'''

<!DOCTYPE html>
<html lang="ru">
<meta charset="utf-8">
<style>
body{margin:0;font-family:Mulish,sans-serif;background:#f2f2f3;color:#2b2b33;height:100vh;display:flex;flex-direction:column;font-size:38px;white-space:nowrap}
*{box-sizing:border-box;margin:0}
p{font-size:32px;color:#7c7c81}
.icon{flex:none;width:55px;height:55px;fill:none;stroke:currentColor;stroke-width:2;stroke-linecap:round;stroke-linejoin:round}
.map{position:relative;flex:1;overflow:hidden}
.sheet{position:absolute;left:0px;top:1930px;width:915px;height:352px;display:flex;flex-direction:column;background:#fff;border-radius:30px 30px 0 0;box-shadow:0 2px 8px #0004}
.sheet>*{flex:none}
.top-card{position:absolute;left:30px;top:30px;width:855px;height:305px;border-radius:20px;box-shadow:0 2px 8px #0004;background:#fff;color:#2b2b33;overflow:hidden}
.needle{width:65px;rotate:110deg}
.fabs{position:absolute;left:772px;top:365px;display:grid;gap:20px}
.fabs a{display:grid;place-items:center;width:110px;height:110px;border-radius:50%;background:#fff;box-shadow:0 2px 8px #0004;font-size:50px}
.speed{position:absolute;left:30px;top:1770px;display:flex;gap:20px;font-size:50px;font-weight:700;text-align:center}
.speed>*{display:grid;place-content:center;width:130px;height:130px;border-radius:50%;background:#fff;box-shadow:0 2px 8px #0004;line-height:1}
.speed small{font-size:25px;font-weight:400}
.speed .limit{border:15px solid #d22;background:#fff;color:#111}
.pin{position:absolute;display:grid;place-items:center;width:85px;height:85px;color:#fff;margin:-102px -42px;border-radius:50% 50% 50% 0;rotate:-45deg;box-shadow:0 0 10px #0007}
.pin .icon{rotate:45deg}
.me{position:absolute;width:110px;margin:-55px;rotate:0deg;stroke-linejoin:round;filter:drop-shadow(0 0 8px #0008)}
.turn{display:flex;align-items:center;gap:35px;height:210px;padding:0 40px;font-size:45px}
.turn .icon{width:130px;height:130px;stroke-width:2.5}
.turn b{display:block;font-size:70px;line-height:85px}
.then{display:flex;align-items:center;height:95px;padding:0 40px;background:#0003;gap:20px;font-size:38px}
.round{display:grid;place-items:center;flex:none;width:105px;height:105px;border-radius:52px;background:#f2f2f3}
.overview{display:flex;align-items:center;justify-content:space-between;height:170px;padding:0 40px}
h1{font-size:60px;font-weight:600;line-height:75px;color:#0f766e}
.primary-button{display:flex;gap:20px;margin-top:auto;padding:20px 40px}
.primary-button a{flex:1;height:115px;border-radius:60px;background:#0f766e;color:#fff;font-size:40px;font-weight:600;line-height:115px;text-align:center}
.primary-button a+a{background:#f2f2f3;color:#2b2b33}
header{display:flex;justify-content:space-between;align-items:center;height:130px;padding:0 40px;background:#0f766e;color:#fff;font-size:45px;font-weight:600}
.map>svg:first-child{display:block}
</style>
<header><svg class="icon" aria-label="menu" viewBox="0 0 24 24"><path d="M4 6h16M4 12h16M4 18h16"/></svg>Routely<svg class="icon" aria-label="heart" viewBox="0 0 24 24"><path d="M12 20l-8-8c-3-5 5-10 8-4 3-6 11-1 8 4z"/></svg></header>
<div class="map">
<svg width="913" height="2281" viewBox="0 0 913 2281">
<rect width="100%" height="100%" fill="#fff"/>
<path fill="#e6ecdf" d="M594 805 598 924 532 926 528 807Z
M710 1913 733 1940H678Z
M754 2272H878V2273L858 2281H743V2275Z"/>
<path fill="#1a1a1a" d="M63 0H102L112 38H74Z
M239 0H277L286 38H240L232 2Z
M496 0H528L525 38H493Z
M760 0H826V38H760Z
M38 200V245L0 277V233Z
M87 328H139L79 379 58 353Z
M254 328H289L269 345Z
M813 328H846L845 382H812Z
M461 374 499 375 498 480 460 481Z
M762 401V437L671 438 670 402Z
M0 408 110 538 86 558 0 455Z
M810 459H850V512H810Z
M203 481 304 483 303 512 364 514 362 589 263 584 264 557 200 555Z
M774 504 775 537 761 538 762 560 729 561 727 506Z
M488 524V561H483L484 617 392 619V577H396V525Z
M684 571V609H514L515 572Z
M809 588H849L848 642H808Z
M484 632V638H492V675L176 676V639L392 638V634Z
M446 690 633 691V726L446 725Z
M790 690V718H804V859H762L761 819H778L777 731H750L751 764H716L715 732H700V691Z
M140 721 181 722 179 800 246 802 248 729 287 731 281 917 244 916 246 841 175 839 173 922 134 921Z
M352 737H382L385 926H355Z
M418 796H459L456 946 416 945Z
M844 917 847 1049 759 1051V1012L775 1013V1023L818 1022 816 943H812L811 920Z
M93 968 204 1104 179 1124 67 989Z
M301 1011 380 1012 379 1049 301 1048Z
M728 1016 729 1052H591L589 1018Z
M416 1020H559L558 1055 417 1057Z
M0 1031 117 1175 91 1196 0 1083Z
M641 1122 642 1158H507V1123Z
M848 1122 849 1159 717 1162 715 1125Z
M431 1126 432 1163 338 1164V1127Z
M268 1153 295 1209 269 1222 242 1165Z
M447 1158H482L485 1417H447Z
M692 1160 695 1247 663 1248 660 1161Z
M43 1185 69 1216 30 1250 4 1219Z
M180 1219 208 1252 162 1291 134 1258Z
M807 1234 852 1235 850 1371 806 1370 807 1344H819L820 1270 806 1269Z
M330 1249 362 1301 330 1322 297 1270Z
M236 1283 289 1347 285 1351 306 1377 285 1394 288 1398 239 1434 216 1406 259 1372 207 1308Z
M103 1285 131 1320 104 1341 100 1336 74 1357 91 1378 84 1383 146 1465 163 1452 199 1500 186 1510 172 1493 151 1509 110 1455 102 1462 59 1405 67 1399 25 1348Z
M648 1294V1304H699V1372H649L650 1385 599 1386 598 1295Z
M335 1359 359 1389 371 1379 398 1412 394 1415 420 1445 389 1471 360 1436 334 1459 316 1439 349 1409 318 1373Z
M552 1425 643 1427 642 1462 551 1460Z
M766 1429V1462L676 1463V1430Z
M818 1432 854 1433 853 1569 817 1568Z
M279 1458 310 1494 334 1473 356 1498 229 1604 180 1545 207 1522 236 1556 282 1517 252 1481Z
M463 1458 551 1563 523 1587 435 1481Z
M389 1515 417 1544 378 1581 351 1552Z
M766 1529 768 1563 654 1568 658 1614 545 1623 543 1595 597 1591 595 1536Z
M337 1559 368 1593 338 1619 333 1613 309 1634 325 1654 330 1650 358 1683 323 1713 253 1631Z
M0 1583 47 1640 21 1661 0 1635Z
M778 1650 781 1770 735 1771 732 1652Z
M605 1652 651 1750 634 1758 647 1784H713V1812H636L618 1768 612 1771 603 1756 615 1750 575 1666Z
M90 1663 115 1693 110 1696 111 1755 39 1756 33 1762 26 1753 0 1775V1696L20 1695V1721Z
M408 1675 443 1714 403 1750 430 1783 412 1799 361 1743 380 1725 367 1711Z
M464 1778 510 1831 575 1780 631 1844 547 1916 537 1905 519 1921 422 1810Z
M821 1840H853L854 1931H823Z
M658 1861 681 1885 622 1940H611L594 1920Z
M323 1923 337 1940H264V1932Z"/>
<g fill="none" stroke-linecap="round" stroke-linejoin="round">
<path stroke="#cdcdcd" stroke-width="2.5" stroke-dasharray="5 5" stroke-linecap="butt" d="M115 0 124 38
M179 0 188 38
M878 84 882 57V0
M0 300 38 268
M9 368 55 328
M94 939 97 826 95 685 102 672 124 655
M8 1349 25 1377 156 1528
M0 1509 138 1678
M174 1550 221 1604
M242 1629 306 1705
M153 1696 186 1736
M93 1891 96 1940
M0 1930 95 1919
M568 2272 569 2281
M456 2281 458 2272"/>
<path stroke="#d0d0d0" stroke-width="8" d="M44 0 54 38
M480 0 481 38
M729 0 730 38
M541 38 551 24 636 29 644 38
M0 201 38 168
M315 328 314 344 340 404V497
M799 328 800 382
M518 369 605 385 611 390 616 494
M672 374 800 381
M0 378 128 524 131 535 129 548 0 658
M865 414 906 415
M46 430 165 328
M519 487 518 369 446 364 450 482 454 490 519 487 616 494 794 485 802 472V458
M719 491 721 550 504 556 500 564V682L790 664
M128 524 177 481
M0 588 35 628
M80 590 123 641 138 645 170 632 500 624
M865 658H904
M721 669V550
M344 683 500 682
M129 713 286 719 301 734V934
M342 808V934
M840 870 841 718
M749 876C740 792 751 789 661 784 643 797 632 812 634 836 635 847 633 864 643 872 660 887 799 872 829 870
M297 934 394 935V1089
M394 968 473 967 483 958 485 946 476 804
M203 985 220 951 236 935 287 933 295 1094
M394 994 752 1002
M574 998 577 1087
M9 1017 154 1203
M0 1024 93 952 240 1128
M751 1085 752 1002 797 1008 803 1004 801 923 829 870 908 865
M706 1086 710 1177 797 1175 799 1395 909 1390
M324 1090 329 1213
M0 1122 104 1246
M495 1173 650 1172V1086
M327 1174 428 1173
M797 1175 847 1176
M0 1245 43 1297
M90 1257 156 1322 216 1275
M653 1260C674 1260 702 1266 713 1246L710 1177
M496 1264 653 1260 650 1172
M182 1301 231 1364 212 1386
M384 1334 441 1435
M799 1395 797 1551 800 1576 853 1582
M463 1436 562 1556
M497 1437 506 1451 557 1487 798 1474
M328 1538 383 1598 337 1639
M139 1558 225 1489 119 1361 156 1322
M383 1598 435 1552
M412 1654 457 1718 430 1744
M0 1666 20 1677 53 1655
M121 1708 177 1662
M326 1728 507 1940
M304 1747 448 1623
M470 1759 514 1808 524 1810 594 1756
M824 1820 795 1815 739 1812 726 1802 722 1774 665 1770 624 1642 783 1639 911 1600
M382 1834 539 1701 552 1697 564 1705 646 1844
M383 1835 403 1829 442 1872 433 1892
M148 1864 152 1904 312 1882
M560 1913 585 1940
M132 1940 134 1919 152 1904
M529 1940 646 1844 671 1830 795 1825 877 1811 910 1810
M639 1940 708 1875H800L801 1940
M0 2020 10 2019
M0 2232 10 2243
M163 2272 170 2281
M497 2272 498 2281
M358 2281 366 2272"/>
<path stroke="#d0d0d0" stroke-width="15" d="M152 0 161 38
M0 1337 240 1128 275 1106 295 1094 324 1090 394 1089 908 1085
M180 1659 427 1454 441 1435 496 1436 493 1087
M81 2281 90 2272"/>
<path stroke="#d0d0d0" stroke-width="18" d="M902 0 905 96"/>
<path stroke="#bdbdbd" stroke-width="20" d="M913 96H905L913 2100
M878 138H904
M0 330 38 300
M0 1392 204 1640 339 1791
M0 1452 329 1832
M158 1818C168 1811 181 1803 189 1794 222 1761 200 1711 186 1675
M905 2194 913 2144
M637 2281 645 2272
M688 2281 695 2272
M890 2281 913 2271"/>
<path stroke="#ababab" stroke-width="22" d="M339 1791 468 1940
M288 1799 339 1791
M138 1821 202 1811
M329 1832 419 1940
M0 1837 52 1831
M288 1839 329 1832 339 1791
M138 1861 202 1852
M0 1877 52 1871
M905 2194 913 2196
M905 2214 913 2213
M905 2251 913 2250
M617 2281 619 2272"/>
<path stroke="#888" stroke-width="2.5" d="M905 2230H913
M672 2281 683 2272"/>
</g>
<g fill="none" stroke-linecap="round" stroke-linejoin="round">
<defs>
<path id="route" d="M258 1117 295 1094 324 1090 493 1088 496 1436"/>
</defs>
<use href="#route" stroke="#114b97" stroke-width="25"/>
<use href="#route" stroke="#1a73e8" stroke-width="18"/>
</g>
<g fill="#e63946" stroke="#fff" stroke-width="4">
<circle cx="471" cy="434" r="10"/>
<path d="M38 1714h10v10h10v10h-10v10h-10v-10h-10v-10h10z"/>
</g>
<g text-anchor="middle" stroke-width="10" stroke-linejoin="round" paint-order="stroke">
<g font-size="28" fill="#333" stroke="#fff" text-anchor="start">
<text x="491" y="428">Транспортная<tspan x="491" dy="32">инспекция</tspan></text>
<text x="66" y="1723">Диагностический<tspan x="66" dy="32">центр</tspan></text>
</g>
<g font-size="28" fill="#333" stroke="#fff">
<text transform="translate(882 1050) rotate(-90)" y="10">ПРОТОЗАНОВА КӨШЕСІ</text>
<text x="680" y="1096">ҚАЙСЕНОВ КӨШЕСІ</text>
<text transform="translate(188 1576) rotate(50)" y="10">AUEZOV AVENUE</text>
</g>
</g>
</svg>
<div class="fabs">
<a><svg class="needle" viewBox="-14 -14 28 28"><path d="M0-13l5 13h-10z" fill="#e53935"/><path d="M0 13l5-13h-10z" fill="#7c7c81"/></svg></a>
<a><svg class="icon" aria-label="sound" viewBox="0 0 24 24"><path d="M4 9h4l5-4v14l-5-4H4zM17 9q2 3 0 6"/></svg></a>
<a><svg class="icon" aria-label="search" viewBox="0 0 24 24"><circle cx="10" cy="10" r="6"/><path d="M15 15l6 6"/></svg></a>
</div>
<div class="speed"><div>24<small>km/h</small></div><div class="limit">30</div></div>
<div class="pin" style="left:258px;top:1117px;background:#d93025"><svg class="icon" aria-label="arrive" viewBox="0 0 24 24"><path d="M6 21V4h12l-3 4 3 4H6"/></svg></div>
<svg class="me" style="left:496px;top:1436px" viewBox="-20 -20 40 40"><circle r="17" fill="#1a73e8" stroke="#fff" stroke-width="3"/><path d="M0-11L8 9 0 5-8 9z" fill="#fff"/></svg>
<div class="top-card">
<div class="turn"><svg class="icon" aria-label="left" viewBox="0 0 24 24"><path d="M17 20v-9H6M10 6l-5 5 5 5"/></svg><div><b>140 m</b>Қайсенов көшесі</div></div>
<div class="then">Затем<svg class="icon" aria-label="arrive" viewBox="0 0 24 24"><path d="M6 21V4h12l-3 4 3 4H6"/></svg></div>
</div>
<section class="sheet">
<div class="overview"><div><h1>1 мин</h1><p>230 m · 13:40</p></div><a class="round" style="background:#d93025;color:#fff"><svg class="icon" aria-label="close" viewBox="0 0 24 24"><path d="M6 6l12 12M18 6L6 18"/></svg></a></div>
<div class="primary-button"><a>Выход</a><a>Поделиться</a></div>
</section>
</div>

'''

Task prompt: Say how many lines of the data hold the string "hidden". Reply with the number alone.

Answer section: 2